*EXERCISE DIRECTIONS:* Without including any pictures, write out the data below exactly.

*EXCERPTED DATA:*
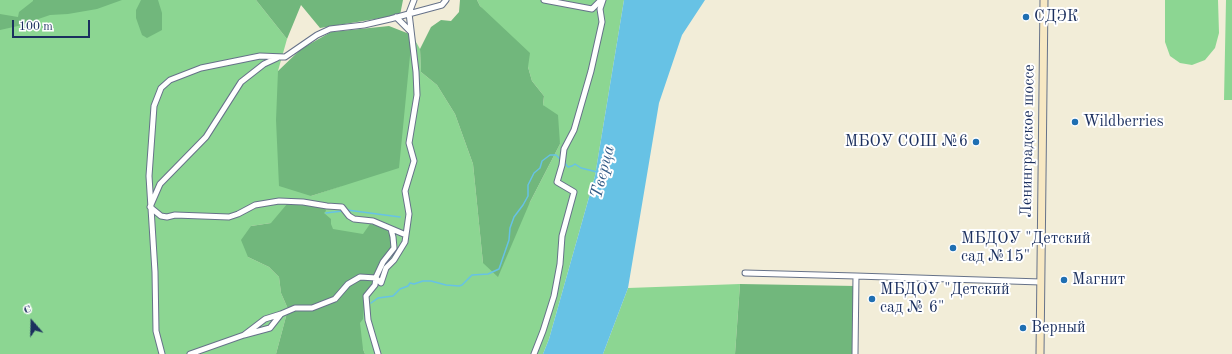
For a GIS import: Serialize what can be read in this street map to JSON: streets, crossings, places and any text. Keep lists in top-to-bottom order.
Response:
{
  "streets": {
    "main road": ["Ленинградское шоссе"]
  },
  "water": ["Тверца"],
  "places": [
    "СДЭК",
    "Wildberries",
    "МБОУ СОШ №6",
    "МБДОУ \"Детский сад №15\"",
    "Магнит",
    "МБДОУ \"Детский сад № 6\"",
    "Верный"
  ],
  "scale_bar": "100 m",
  "north": "top"
}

*ANSWER TO THIS EXERCISE:*
For a GIS import: Serialize what can be read in this street map to JSON: streets, crossings, places and any text. Keep lists in top-to-bottom order.
Response:
{
  "streets": {
    "main road": ["Ленинградское шоссе"]
  },
  "water": ["Тверца"],
  "places": [
    "СДЭК",
    "Wildberries",
    "МБОУ СОШ №6",
    "МБДОУ \"Детский сад №15\"",
    "Магнит",
    "МБДОУ \"Детский сад № 6\"",
    "Верный"
  ],
  "scale_bar": "100 m",
  "north": "top"
}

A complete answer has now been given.